**Exercise:** Wherever the string "canvas" turns up in the data, copy the whole line.

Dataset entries
============================================================
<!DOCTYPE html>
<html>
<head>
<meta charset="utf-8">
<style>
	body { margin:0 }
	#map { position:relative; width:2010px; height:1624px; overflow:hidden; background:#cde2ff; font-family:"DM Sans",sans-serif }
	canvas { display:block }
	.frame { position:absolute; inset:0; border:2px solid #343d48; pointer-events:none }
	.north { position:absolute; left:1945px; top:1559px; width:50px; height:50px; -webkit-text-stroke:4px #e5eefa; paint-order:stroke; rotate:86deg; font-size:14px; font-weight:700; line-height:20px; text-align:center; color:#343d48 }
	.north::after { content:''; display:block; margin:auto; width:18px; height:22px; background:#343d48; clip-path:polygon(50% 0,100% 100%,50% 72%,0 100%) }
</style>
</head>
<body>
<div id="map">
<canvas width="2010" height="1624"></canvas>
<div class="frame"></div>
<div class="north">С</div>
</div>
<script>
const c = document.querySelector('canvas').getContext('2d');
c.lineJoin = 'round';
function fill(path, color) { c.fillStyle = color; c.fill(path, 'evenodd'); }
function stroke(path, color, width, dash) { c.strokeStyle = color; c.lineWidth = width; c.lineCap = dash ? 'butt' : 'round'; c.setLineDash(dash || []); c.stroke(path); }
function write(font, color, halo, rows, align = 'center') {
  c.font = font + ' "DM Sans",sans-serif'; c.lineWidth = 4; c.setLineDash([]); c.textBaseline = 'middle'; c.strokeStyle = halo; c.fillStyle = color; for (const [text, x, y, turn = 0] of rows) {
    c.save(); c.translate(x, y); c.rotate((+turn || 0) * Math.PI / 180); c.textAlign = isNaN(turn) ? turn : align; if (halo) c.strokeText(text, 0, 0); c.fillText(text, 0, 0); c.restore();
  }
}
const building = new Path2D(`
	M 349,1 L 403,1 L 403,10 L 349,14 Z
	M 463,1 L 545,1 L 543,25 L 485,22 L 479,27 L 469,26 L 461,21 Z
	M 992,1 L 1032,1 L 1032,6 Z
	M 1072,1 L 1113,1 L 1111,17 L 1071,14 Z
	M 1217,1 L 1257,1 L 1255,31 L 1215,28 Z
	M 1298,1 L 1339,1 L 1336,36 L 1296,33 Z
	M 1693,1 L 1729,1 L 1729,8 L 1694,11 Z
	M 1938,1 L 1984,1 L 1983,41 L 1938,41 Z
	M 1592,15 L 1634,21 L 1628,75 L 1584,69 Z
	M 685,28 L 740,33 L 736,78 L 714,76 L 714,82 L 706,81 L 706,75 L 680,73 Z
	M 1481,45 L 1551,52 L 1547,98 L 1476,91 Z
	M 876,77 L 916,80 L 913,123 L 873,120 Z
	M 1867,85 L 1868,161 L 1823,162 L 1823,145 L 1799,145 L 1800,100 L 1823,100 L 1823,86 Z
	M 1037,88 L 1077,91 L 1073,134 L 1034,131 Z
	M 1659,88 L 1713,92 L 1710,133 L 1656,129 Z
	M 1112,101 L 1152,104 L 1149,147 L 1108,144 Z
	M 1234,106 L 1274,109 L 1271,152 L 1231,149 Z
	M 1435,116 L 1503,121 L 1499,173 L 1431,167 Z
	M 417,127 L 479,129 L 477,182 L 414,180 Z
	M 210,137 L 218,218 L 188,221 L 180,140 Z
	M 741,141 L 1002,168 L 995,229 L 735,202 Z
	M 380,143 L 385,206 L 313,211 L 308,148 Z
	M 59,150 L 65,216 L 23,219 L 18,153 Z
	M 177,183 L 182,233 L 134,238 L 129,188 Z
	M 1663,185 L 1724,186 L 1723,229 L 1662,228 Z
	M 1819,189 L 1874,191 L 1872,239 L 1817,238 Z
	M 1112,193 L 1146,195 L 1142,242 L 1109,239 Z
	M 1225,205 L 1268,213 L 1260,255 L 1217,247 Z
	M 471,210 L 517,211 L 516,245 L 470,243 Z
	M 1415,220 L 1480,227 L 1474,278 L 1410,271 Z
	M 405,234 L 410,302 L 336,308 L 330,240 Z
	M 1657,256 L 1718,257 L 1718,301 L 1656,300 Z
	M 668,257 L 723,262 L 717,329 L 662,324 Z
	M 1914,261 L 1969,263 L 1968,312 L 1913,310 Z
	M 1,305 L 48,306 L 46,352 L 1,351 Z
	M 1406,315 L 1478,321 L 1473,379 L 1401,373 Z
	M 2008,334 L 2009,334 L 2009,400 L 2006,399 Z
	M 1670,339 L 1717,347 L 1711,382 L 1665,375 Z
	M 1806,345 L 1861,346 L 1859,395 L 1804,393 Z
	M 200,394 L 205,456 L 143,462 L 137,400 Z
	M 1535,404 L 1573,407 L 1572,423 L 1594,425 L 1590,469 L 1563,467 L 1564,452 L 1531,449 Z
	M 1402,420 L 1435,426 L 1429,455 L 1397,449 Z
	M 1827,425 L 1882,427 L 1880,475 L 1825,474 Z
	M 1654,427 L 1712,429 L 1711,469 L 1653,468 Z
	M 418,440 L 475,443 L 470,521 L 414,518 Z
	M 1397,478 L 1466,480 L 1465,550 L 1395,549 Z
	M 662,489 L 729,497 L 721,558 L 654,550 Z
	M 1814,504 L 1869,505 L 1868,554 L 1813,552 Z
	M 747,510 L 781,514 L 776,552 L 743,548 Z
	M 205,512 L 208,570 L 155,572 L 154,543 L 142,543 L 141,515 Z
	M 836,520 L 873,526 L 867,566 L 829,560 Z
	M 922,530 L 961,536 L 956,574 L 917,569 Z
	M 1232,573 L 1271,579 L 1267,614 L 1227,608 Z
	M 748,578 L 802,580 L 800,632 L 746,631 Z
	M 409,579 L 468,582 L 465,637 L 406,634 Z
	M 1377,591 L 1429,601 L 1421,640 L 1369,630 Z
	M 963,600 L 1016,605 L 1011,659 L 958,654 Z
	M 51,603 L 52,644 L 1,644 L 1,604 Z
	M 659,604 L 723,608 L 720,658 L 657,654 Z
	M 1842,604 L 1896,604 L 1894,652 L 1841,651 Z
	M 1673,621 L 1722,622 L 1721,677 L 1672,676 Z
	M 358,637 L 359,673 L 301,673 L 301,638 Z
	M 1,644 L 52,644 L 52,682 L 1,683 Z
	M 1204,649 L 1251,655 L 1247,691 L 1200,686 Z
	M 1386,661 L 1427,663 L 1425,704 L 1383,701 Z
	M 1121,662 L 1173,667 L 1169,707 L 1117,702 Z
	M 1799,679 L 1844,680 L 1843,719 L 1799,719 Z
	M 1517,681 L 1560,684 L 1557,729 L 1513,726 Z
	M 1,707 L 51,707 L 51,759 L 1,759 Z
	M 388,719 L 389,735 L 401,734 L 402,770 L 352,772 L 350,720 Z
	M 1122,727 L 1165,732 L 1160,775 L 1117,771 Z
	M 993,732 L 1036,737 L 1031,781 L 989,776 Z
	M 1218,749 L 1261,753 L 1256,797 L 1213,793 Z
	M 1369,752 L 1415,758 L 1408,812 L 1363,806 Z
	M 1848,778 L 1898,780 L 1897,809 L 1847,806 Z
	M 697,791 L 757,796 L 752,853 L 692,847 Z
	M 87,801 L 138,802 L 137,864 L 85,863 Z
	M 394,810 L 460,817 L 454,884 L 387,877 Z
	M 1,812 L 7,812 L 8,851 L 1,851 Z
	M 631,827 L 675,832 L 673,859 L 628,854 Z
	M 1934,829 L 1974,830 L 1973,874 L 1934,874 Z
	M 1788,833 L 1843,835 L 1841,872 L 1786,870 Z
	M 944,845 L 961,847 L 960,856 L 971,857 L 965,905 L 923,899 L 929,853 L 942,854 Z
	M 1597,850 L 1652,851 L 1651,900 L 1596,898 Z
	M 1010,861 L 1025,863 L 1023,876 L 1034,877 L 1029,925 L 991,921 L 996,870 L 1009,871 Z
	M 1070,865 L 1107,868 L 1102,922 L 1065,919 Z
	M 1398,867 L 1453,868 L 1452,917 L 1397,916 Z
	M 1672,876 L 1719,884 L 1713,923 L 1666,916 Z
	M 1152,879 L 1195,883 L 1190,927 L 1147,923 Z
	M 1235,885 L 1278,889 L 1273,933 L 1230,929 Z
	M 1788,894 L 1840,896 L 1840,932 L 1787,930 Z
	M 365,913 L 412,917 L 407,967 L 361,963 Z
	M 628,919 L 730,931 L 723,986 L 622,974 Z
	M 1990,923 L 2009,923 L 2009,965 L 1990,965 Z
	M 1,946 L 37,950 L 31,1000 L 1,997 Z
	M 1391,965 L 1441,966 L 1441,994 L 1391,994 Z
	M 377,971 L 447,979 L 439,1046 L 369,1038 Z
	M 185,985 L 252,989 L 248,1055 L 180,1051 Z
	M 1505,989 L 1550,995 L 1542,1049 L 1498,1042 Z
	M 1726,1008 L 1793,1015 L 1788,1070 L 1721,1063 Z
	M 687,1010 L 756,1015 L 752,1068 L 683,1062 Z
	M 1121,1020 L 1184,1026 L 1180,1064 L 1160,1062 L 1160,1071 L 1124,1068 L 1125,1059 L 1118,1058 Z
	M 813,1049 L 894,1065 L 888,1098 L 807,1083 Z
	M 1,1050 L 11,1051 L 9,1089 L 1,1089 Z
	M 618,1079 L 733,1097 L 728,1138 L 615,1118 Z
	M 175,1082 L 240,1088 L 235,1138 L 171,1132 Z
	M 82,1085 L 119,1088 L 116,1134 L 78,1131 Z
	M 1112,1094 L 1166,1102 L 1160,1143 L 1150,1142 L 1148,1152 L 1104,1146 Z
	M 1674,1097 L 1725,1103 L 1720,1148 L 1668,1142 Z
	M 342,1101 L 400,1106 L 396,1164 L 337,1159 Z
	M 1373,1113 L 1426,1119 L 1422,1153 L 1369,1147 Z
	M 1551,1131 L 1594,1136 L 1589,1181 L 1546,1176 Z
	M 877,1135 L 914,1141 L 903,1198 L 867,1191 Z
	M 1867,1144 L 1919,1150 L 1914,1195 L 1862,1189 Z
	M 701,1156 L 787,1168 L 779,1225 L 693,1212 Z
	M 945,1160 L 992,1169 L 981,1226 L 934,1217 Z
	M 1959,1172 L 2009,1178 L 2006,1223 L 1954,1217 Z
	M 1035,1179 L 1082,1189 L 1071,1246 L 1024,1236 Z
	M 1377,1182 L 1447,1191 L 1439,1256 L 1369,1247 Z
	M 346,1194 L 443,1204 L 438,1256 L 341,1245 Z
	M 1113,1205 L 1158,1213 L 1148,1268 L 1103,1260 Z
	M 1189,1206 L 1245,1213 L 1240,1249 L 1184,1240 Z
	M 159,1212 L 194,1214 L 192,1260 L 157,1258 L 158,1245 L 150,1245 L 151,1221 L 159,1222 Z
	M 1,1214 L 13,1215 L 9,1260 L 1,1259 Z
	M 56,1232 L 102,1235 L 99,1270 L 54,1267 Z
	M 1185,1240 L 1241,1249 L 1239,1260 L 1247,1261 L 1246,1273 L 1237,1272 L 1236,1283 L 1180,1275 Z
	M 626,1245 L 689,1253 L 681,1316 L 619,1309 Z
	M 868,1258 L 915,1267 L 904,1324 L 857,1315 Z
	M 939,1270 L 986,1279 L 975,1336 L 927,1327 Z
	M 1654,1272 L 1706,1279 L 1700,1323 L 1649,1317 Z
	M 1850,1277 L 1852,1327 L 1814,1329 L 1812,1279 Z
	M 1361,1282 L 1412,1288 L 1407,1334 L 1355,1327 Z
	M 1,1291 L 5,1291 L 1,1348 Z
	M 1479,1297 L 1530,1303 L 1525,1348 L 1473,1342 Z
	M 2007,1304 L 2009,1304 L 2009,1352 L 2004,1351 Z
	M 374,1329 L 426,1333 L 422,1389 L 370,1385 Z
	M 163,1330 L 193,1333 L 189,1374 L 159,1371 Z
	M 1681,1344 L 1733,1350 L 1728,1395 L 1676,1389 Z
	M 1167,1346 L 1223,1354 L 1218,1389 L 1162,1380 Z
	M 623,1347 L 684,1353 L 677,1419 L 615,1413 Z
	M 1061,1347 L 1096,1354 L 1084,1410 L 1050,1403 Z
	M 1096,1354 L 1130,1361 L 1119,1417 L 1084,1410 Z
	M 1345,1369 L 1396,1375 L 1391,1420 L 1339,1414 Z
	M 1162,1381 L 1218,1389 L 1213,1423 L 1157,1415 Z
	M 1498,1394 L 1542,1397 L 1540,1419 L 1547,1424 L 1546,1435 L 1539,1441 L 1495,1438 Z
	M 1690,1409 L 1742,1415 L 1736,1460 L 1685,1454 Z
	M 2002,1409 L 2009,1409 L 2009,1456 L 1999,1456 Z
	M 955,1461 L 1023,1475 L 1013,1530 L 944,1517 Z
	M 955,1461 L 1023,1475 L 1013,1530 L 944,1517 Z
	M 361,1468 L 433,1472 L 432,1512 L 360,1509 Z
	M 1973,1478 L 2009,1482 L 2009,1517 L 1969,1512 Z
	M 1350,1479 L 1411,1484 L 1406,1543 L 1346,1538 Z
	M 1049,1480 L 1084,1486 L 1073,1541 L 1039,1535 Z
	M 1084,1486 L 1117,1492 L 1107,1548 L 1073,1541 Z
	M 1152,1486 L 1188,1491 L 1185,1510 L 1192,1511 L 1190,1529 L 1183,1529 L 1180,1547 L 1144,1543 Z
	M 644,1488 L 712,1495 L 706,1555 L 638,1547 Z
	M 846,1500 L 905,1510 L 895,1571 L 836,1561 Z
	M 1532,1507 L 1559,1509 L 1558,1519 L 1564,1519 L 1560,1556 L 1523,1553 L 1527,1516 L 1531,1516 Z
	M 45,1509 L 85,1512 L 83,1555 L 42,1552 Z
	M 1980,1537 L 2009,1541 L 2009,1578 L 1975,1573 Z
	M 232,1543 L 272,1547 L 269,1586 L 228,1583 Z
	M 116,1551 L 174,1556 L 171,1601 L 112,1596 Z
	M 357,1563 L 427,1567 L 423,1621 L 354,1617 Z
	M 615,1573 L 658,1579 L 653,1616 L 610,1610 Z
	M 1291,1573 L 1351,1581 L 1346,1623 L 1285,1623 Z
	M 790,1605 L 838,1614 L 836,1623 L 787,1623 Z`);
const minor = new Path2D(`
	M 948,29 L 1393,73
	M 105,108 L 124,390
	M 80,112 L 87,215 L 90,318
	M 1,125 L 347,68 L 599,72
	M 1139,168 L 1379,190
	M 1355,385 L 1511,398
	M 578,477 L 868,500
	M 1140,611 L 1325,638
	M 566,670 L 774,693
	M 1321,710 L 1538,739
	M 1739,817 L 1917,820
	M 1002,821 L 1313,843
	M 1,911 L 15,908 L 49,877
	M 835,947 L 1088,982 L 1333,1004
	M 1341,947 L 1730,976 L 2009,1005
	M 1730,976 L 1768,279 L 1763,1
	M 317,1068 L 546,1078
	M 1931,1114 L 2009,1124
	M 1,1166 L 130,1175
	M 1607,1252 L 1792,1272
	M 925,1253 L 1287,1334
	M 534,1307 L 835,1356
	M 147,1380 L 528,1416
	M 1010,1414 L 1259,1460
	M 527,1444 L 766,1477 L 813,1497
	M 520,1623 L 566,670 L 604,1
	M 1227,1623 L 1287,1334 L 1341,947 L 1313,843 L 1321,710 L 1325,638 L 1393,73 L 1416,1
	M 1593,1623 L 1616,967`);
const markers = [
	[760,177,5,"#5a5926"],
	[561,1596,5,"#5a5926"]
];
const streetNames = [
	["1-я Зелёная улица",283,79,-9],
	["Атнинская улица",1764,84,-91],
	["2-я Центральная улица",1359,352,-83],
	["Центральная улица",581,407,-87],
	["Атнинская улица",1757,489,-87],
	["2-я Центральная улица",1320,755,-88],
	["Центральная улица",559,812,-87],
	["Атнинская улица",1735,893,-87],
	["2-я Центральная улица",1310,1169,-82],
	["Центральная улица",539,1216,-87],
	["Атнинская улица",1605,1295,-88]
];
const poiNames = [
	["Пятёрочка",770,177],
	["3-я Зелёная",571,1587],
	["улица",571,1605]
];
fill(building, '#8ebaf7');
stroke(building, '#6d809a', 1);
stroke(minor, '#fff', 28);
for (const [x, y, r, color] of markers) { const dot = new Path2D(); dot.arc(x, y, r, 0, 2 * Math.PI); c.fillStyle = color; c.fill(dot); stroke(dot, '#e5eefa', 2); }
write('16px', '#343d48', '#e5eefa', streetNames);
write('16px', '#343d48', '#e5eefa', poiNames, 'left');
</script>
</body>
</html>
============================================================
**Solution for this task:**
	canvas { display:block }
<canvas width="2010" height="1624"></canvas>
const c = document.querySelector('canvas').getContext('2d');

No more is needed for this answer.